With twenty years of experience in software development, Dustin Boss, CEO and co-founder of Telepath and CallTime, talks about his experience building machine learning products and what the current landscape of machine learning looks like for software developers.
Below is the transcript of the conversation:
Lily. Hello Dustin. How are you?
Dustin. I'm good. How are you?
Lily. I'm good. So, the first question I would like to ask you is if you could tell me a little bit about your background in software.
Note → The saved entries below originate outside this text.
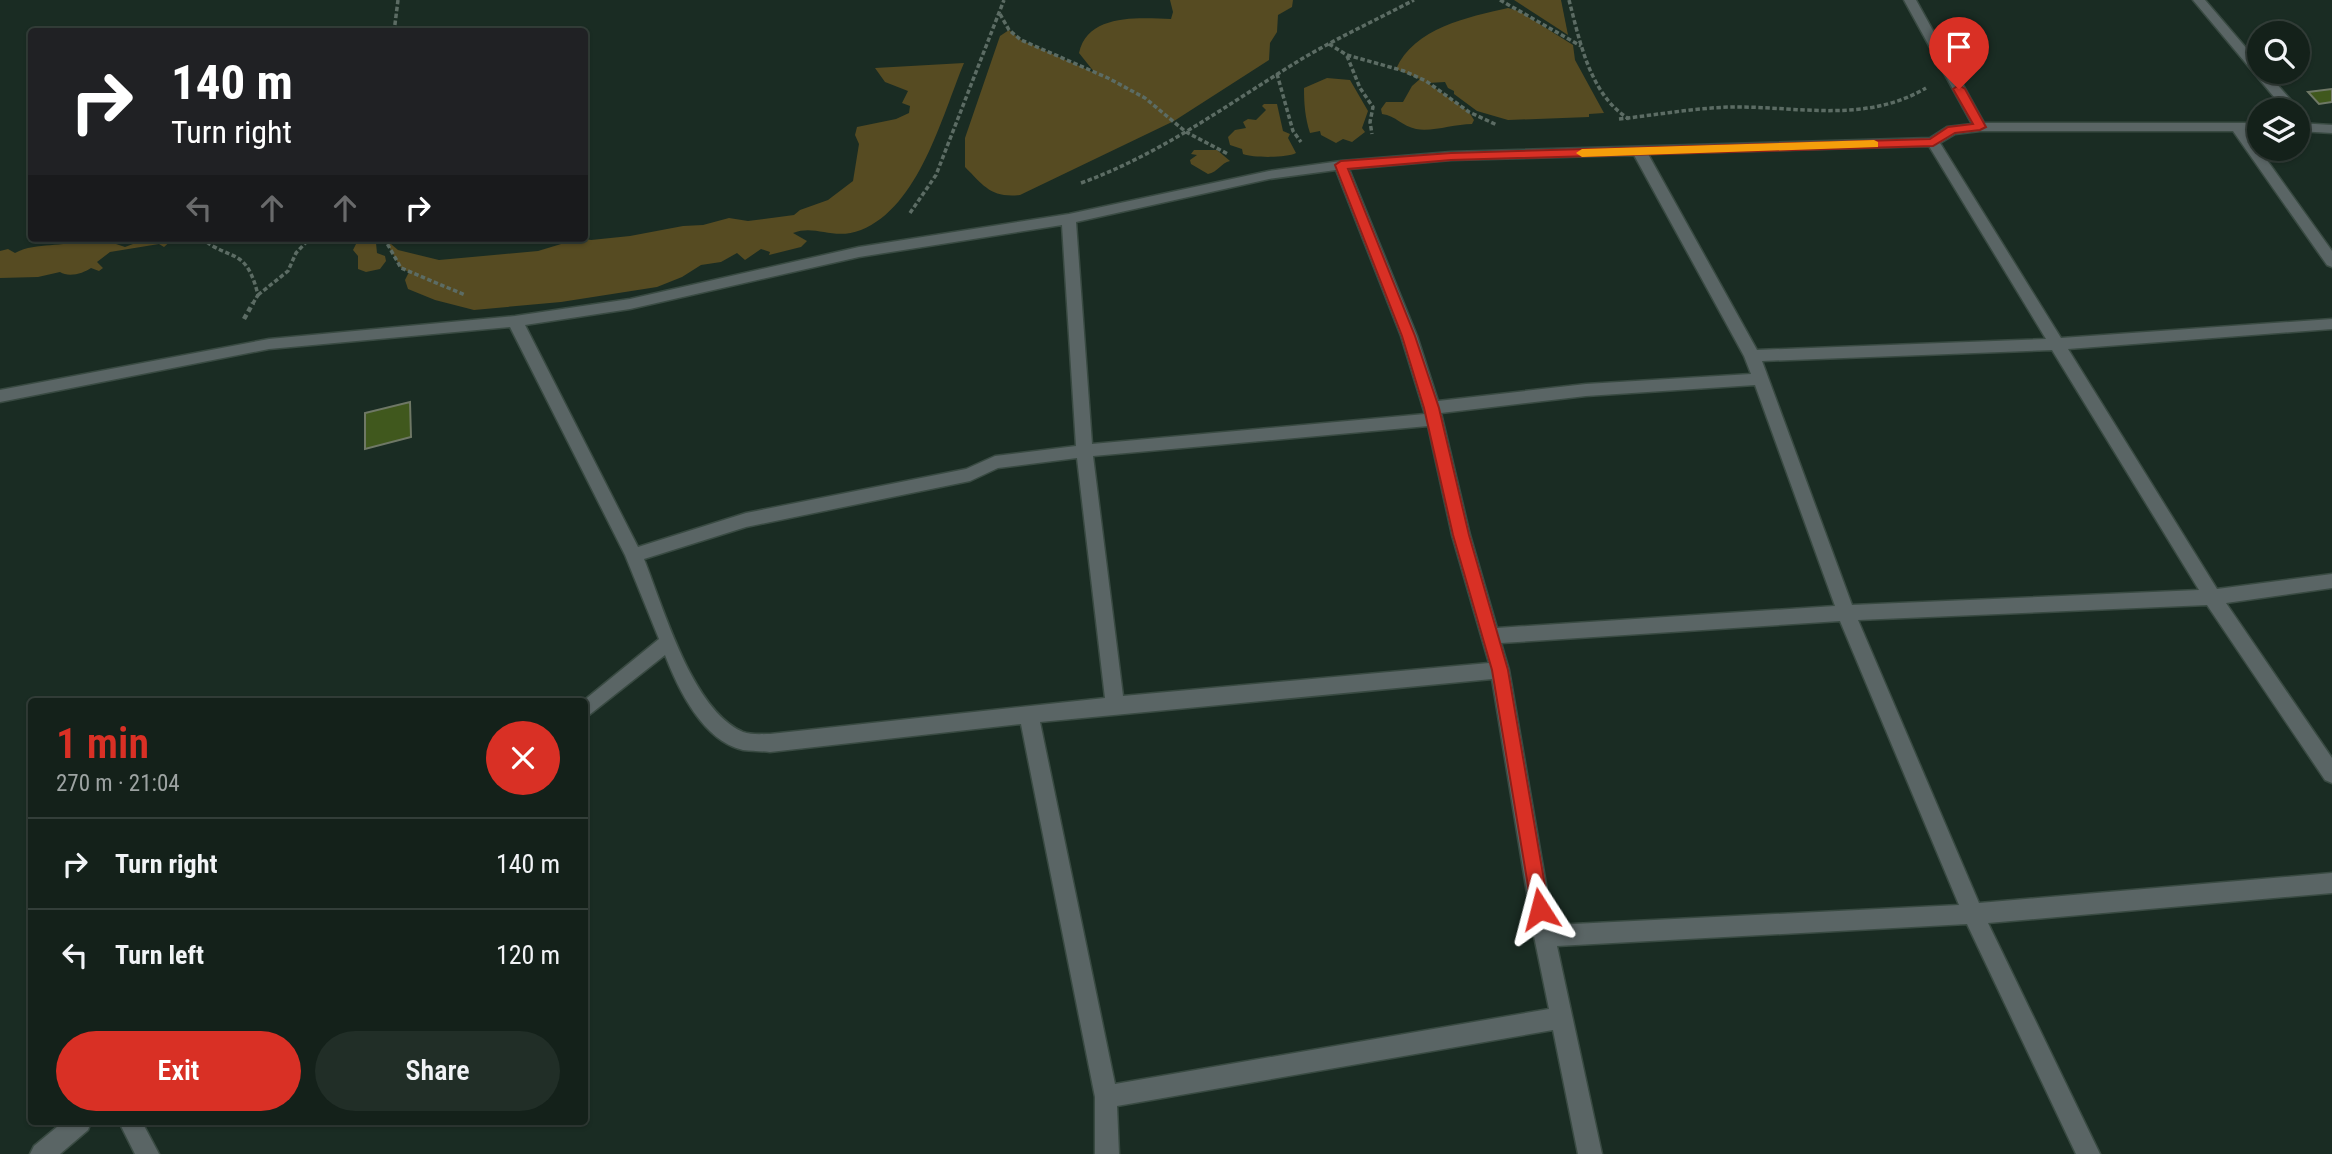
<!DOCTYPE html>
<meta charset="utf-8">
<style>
:root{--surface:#14211a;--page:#212e27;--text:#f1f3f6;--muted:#9da3a2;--line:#333e39;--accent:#d93025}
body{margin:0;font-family:"Roboto Condensed",sans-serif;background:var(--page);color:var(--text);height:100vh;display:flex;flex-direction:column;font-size:26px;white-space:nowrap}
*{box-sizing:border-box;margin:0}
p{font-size:23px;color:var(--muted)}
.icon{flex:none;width:38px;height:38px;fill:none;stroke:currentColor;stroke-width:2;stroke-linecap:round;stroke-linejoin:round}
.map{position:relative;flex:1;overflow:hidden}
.panel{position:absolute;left:28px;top:698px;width:560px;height:427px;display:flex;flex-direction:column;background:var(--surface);border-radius:7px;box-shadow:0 2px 5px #0004,0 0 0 2px var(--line)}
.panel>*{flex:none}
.banner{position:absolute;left:28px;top:28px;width:560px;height:214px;border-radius:7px;box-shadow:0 2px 5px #0004,0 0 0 2px var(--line);background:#202124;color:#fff;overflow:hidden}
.controls{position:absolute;left:2247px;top:21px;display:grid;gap:14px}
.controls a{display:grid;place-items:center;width:63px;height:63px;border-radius:50%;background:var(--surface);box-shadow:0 2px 5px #0004,0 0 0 2px var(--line);font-size:35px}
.pin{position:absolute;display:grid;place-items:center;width:60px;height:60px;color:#fff;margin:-72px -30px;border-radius:50% 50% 50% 0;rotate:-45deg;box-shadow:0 0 7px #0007}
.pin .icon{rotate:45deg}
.me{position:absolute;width:77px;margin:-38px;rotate:351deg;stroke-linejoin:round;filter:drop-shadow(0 0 5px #0008)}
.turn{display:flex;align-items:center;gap:24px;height:147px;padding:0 28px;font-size:32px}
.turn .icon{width:91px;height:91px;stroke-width:2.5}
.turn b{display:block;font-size:49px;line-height:60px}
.lanes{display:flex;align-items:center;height:66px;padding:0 28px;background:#0003;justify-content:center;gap:35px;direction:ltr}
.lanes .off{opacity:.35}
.round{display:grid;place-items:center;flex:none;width:74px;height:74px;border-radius:37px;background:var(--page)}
.overview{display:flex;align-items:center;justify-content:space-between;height:119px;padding:0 28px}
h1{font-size:42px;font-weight:600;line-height:52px;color:var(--accent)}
.button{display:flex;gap:14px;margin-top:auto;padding:14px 28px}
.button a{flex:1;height:80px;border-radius:42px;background:var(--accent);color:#fff;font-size:28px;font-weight:600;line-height:80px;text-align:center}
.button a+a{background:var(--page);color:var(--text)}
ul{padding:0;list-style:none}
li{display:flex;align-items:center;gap:21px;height:91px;padding:0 28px;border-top:2px solid var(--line)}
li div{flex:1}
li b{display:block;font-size:26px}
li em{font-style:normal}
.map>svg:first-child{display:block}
</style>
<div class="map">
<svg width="2332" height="1154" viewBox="0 0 2332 1154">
<rect width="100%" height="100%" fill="#1a2c23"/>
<g fill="#564b22">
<path d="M1170,0H1293L1292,7L1278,15L1277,32L1270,43L1269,60L1174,121L1020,195C991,198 984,186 965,167V138L1000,36L1009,30L1021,40L1095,73L1079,53C1088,13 1139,18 1171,19L1173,12Z"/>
<path d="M1514,0H1561L1568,35Z"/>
<path d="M1508,8L1519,11L1573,45L1575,60L1604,113L1589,114V117L1508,120L1477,111L1454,94V91L1448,88L1445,82L1428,83L1469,112L1474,120L1472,124C1454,124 1433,132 1416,129C1402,126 1396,116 1382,114L1381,109L1386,102H1403L1412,86L1420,79L1396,69C1414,28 1468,17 1508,8Z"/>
<path d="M964,63C942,116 919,207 861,230C833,241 816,224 793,233L807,241L801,247L769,255L770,252L761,249L745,260L737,253L721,262L701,265L682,277L657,287L561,302L474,310L435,300L408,289L405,280L409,272L401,268L384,238L398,250L439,260L538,251L581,238L591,240L630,236L683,226L703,225L729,218L748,221L794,215L800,210L828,200L853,181L859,144L855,135L857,127L896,119L909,113L910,106L902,103L908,91L885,82L875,68Z"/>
<path d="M1327,78L1350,80L1368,111L1362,128L1365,132L1352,142L1343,139L1336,143L1321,135L1320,131L1310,133C1305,117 1304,104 1304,88Z"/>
<path d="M1264,104H1277L1283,131L1290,134L1288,138L1296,153C1286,158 1254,158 1243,154L1242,149L1230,145L1228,137L1235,130L1246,128L1243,122L1248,119L1256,120L1266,110L1262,106Z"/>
<path d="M1194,150H1217L1230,161C1221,163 1218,172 1208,174L1191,164L1190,160L1197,155L1191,154Z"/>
<path d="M85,238H117L113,243L125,247L133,244L136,238H171L172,240L164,247L159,244L110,252L97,262L103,268L99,271L91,268C84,273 69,278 60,272L38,277L0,278V251L8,249L15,253C38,241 62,249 85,238Z"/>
<path d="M359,238H368L376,243L377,253L385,256L386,261L380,269L366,272L358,269V256L353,250Z"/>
</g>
<g fill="#40581d" stroke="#6f7866" stroke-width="2">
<path d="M2332,89V102L2319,104L2308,92Z"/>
<path d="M410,402L411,437L365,449V413Z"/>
</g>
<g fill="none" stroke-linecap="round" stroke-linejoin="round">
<g stroke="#394a42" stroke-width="3">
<g id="minor">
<path d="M1904,0H1916L1984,123H2259V131H2246L2332,251V267L2327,265L2233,131H1980L1955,134L1940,143L2061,338L2332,319V329L2068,349L2217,589L2332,574V588L2226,603L2332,758V783L2325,780L2207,605L1858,620L1979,903L2332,873V893L1988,923L2100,1154H2076L1967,924L1557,946L1602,1154H1578L1553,1030L1117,1106L1119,1154H1095V1097L1021,724L770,752C761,751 751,751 743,750C703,741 678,689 665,655L584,719V702H582L659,639L625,555L510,327L269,349L0,402V390L269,339L515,316L630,299L859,247L1069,214L1269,171L1341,161L1451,152L1930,138L1947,127L1972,124ZM1929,146L2046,339L1757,350L1648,154ZM1634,155L1744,356L1751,374L1586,384L1438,401L1417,336L1349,169L1451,160ZM1336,170L1401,336L1425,414L1092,444L1076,222L1269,179ZM1062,225L1076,446L995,456L966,469L746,513L638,547L525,325L630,309L859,257ZM2052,350L2199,590L1852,605L1762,361ZM1755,385L1835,606L1497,628L1470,535L1441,413L1586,396ZM1428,426L1452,535L1489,663L1123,696L1093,456ZM1077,458L1105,698L770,734C762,734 751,735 743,732C692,710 664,609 644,559L746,527L970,481L998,468ZM1840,621L1959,905L1553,925L1509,670L1501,643ZM1492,679L1534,936L1549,1009L1115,1084L1040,722Z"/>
<path d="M2193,0H2205L2259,63V72H2266L2297,107L2298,110V111L2285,110Z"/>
<path d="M2298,123L2332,125V133L2298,131Z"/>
<path d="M63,1122H91L88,1130L60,1154H30L34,1146Z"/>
<path d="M119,1122H142L159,1154H135Z"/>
</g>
</g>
<g stroke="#5c6c64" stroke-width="3.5" stroke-dasharray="4.5 2.5" stroke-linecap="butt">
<path d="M1500,0L1581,46"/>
<path d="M1569,0C1580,42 1590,95 1629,119"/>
<path d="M1000,14L1009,30L1021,40L1108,78L1145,98L1186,132L1228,154"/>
<path d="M394,32L398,0"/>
<path d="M1329,44L1347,55L1404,71L1426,81L1469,112L1497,125"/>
<path d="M1347,56L1360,88L1373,107L1370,122L1372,134"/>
<path d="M1277,74L1293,131L1301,142"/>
<path d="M1619,119C1656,115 1694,108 1731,107C1798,106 1865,124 1926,88"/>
<path d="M1081,183C1161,154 1228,104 1300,60C1337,38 1376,20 1414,0"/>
<path d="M910,213L936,175L1004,0"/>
<path d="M201,238C231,262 246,246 258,295L252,305"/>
<path d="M384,238L401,268L465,295"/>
<path d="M258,295L288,271L296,253L310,238"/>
</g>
<path stroke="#5c6c64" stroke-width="4.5" stroke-dasharray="5 3.5" stroke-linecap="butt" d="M244,319L253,303"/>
<use href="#minor" fill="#5a6565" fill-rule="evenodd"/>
</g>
<path fill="#d93025" stroke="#8d1f18" stroke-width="2" d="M1959,85L1965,89L1986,127L1980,130L1955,133L1933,146L1451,160L1348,169L1415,336L1439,408L1469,535L1508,670L1549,909L1546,916L1540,919L1533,916L1492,670L1453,535L1424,408L1402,336L1335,165L1341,161L1451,153L1930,139L1948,127L1973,124L1953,89Z"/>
<path fill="#f59e0b" d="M1874,140L1878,142V147L1582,157L1576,153L1582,149Z"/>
</svg>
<div class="controls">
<a><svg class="icon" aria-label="search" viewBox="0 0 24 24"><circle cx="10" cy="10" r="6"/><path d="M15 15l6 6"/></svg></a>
<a><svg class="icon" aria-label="layers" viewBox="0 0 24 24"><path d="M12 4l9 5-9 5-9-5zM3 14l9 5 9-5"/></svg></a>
</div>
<div class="pin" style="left:1959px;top:89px;background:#d93025"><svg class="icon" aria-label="arrive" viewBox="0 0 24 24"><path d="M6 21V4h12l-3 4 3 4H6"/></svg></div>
<svg class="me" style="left:1540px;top:909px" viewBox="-20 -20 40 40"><path d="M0-17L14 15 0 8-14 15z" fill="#d93025" stroke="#fff" stroke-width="4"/></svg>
<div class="banner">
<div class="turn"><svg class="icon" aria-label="right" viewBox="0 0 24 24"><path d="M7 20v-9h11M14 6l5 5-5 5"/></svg><div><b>140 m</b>Turn right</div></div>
<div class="lanes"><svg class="icon off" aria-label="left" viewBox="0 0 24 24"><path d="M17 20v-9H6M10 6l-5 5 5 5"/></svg><svg class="icon off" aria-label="ahead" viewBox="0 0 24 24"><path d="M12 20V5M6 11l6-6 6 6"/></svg><svg class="icon off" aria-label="ahead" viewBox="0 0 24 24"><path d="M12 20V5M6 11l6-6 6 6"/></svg><svg class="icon" aria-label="right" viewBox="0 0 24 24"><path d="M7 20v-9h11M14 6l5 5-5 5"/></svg></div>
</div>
<section class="panel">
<div class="overview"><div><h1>1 min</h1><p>270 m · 21:04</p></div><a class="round" style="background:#d93025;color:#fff"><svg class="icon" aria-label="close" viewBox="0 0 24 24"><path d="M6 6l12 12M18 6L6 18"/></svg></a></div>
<ul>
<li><svg class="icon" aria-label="right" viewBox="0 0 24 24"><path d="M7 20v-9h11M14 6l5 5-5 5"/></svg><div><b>Turn right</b></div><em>140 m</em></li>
<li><svg class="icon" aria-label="left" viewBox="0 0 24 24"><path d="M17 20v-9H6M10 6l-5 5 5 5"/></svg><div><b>Turn left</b></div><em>120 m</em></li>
</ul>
<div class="button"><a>Exit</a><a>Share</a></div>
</section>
</div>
Dustin. My background has been as a software developer for the past 20 years, and as a software developer, I primarily focused on tools that build applications for businesses to automate processes that take them a long time, and so payroll systems and financial systems, things like that. When we were at our last company, the co-founders of Telepath and I, we built political software that automated the process of political fundraising and tracking donors and building scores related to who would be likely to give, that sort of thing. That tool was different from the sorts of tools I built in the past because that tool required us to develop some sort of scoring and understanding of who was likely to take a certain behavior. Prior to that I only really worked on tools like automated systems and made rules easier to work with so it was the first time I had implemented machine learning into any product that I had built and it was a very interesting process and it was very difficult to get set up and to figure out like what needed to be done and how this entire different type of application development than I was used to working and so that was a kind of an eye-opening moment for us as a team which was that it was very difficult for application developers to implement machine learning with the tools that were available because it had an expectation that you were going to go and learn an entirely different kind of set of skills.
Lily. Yeah, that makes sense, can you tell me a little bit more about the scoring component of CallTime and what you all were hoping to get at with that?
Dustin. Sure, so with that, I mean this is a little bit in the weeds of how fundraising works but in the fundraising world you end up with lists of people within your network and extended network that are much bigger than you could actually make contact with one-on-one so you have to prioritize who's worth reaching out to and who's not and there's an entire class of consultants who are in the business of helping you make those decisions, but those decisions are made on very kind of, they're not quite arbitrary but they're definitely demographic broad strokes which will be like okay this person has given this much money to someone before, this person lives in a rich neighborhood or this person that's whatever and you're making a lot of generalizations about a handful of rules and there's not a lot of nuance looking into the pattern matching of like whether that person has given in a sort of way that donors that tend to give to you also gift, and that level of nuance is important when you're doing like looking at a lot of data which is the case for a lot of these campaigns and so we were trying to find a way to speed that process up so people didn't have to rely on sort of their gut intuition about people.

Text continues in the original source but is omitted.